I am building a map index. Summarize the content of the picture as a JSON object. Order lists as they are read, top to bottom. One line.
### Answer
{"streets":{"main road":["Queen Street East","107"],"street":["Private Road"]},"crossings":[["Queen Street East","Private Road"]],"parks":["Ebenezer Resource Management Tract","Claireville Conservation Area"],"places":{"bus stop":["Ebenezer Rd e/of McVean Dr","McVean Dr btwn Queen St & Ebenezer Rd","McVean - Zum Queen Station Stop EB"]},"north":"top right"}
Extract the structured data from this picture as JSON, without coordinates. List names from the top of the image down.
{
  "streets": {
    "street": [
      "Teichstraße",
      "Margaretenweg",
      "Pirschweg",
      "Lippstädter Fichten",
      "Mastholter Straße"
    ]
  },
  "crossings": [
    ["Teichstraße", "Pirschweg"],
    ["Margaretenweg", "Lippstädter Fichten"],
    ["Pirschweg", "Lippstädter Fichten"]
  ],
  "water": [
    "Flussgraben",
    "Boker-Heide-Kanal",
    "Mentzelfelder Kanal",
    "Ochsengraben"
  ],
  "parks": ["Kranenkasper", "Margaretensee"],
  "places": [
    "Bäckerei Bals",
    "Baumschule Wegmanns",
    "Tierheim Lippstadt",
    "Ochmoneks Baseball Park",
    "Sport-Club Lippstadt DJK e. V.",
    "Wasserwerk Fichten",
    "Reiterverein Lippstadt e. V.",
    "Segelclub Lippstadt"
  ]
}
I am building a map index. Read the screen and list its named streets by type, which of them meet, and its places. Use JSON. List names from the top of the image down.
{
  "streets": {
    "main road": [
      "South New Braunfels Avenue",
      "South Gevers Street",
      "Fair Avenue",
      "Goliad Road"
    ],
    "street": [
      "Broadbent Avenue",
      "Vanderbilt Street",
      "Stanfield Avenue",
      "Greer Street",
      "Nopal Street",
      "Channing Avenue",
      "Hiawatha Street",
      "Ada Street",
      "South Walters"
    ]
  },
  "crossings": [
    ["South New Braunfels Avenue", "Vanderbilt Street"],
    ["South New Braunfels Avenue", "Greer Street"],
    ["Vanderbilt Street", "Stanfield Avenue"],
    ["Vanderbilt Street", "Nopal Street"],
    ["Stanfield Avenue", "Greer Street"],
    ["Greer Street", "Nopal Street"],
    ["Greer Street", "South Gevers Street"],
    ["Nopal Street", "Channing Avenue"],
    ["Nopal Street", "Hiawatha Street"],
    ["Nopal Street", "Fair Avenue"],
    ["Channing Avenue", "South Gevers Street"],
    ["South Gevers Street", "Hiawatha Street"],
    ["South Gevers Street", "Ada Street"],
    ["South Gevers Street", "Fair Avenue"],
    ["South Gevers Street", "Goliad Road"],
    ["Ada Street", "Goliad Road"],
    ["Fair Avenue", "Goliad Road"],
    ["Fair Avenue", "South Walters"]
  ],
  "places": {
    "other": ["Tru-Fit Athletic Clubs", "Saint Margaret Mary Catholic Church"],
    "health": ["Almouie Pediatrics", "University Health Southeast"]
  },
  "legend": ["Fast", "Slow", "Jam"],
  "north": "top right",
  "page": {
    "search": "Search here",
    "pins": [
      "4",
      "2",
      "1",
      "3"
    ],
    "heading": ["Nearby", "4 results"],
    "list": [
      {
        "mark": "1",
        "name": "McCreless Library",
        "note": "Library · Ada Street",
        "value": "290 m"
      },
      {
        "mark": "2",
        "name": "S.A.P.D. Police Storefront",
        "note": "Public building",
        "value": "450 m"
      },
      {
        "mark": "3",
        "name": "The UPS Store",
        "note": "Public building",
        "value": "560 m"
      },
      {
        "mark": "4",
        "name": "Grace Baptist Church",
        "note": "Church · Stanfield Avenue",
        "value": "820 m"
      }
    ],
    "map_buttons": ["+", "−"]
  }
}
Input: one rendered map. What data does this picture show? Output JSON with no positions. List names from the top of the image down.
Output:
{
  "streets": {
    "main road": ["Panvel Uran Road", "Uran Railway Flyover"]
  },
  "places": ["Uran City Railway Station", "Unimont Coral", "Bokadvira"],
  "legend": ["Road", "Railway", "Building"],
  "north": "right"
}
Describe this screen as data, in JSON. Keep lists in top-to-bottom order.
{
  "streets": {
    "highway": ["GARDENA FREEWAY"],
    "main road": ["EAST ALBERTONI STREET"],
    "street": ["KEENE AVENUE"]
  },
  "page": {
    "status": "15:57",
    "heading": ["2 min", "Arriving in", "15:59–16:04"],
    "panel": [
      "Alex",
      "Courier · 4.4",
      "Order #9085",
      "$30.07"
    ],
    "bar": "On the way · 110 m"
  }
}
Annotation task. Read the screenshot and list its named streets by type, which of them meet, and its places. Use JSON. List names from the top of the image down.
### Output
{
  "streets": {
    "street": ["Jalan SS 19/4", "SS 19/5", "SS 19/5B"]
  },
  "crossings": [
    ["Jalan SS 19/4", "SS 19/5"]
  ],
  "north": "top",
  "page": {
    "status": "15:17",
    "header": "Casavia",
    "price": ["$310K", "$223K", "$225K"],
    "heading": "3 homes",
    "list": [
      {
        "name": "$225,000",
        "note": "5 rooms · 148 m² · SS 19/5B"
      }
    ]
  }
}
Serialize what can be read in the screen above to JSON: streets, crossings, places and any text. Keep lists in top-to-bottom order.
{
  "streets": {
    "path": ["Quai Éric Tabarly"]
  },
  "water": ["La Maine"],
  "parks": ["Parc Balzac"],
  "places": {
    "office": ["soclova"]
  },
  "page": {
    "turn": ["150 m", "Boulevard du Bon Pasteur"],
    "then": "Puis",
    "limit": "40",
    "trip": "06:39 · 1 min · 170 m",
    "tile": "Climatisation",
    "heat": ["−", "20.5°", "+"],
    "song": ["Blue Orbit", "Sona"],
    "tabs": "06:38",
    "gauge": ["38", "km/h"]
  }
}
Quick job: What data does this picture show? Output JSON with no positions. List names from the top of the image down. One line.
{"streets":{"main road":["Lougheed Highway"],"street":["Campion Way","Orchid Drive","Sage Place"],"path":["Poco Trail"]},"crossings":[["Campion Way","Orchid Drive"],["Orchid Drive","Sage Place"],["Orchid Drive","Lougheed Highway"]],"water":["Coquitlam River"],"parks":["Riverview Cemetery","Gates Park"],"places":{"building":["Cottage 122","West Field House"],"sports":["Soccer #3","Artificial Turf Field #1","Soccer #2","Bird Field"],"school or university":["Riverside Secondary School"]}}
____
Your answer must be the complete listing, retyped exactly.

I am building a map index. Summarize the content of the picture as a JSON object. Order lists as they are read, top to bottom. One line.
### Answer
{"streets":{"main road":["Queen Street East","107"],"street":["Private Road"]},"crossings":[["Queen Street East","Private Road"]],"parks":["Ebenezer Resource Management Tract","Claireville Conservation Area"],"places":{"bus stop":["Ebenezer Rd e/of McVean Dr","McVean Dr btwn Queen St & Ebenezer Rd","McVean - Zum Queen Station Stop EB"]},"north":"top right"}
Extract the structured data from this picture as JSON, without coordinates. List names from the top of the image down.
{
  "streets": {
    "street": [
      "Teichstraße",
      "Margaretenweg",
      "Pirschweg",
      "Lippstädter Fichten",
      "Mastholter Straße"
    ]
  },
  "crossings": [
    ["Teichstraße", "Pirschweg"],
    ["Margaretenweg", "Lippstädter Fichten"],
    ["Pirschweg", "Lippstädter Fichten"]
  ],
  "water": [
    "Flussgraben",
    "Boker-Heide-Kanal",
    "Mentzelfelder Kanal",
    "Ochsengraben"
  ],
  "parks": ["Kranenkasper", "Margaretensee"],
  "places": [
    "Bäckerei Bals",
    "Baumschule Wegmanns",
    "Tierheim Lippstadt",
    "Ochmoneks Baseball Park",
    "Sport-Club Lippstadt DJK e. V.",
    "Wasserwerk Fichten",
    "Reiterverein Lippstadt e. V.",
    "Segelclub Lippstadt"
  ]
}
I am building a map index. Read the screen and list its named streets by type, which of them meet, and its places. Use JSON. List names from the top of the image down.
{
  "streets": {
    "main road": [
      "South New Braunfels Avenue",
      "South Gevers Street",
      "Fair Avenue",
      "Goliad Road"
    ],
    "street": [
      "Broadbent Avenue",
      "Vanderbilt Street",
      "Stanfield Avenue",
      "Greer Street",
      "Nopal Street",
      "Channing Avenue",
      "Hiawatha Street",
      "Ada Street",
      "South Walters"
    ]
  },
  "crossings": [
    ["South New Braunfels Avenue", "Vanderbilt Street"],
    ["South New Braunfels Avenue", "Greer Street"],
    ["Vanderbilt Street", "Stanfield Avenue"],
    ["Vanderbilt Street", "Nopal Street"],
    ["Stanfield Avenue", "Greer Street"],
    ["Greer Street", "Nopal Street"],
    ["Greer Street", "South Gevers Street"],
    ["Nopal Street", "Channing Avenue"],
    ["Nopal Street", "Hiawatha Street"],
    ["Nopal Street", "Fair Avenue"],
    ["Channing Avenue", "South Gevers Street"],
    ["South Gevers Street", "Hiawatha Street"],
    ["South Gevers Street", "Ada Street"],
    ["South Gevers Street", "Fair Avenue"],
    ["South Gevers Street", "Goliad Road"],
    ["Ada Street", "Goliad Road"],
    ["Fair Avenue", "Goliad Road"],
    ["Fair Avenue", "South Walters"]
  ],
  "places": {
    "other": ["Tru-Fit Athletic Clubs", "Saint Margaret Mary Catholic Church"],
    "health": ["Almouie Pediatrics", "University Health Southeast"]
  },
  "legend": ["Fast", "Slow", "Jam"],
  "north": "top right",
  "page": {
    "search": "Search here",
    "pins": [
      "4",
      "2",
      "1",
      "3"
    ],
    "heading": ["Nearby", "4 results"],
    "list": [
      {
        "mark": "1",
        "name": "McCreless Library",
        "note": "Library · Ada Street",
        "value": "290 m"
      },
      {
        "mark": "2",
        "name": "S.A.P.D. Police Storefront",
        "note": "Public building",
        "value": "450 m"
      },
      {
        "mark": "3",
        "name": "The UPS Store",
        "note": "Public building",
        "value": "560 m"
      },
      {
        "mark": "4",
        "name": "Grace Baptist Church",
        "note": "Church · Stanfield Avenue",
        "value": "820 m"
      }
    ],
    "map_buttons": ["+", "−"]
  }
}
Input: one rendered map. What data does this picture show? Output JSON with no positions. List names from the top of the image down.
Output:
{
  "streets": {
    "main road": ["Panvel Uran Road", "Uran Railway Flyover"]
  },
  "places": ["Uran City Railway Station", "Unimont Coral", "Bokadvira"],
  "legend": ["Road", "Railway", "Building"],
  "north": "right"
}
Describe this screen as data, in JSON. Keep lists in top-to-bottom order.
{
  "streets": {
    "highway": ["GARDENA FREEWAY"],
    "main road": ["EAST ALBERTONI STREET"],
    "street": ["KEENE AVENUE"]
  },
  "page": {
    "status": "15:57",
    "heading": ["2 min", "Arriving in", "15:59–16:04"],
    "panel": [
      "Alex",
      "Courier · 4.4",
      "Order #9085",
      "$30.07"
    ],
    "bar": "On the way · 110 m"
  }
}
Annotation task. Read the screenshot and list its named streets by type, which of them meet, and its places. Use JSON. List names from the top of the image down.
### Output
{
  "streets": {
    "street": ["Jalan SS 19/4", "SS 19/5", "SS 19/5B"]
  },
  "crossings": [
    ["Jalan SS 19/4", "SS 19/5"]
  ],
  "north": "top",
  "page": {
    "status": "15:17",
    "header": "Casavia",
    "price": ["$310K", "$223K", "$225K"],
    "heading": "3 homes",
    "list": [
      {
        "name": "$225,000",
        "note": "5 rooms · 148 m² · SS 19/5B"
      }
    ]
  }
}
Serialize what can be read in the screen above to JSON: streets, crossings, places and any text. Keep lists in top-to-bottom order.
{
  "streets": {
    "path": ["Quai Éric Tabarly"]
  },
  "water": ["La Maine"],
  "parks": ["Parc Balzac"],
  "places": {
    "office": ["soclova"]
  },
  "page": {
    "turn": ["150 m", "Boulevard du Bon Pasteur"],
    "then": "Puis",
    "limit": "40",
    "trip": "06:39 · 1 min · 170 m",
    "tile": "Climatisation",
    "heat": ["−", "20.5°", "+"],
    "song": ["Blue Orbit", "Sona"],
    "tabs": "06:38",
    "gauge": ["38", "km/h"]
  }
}
Quick job: What data does this picture show? Output JSON with no positions. List names from the top of the image down. One line.
{"streets":{"main road":["Lougheed Highway"],"street":["Campion Way","Orchid Drive","Sage Place"],"path":["Poco Trail"]},"crossings":[["Campion Way","Orchid Drive"],["Orchid Drive","Sage Place"],["Orchid Drive","Lougheed Highway"]],"water":["Coquitlam River"],"parks":["Riverview Cemetery","Gates Park"],"places":{"building":["Cottage 122","West Field House"],"sports":["Soccer #3","Artificial Turf Field #1","Soccer #2","Bird Field"],"school or university":["Riverside Secondary School"]}}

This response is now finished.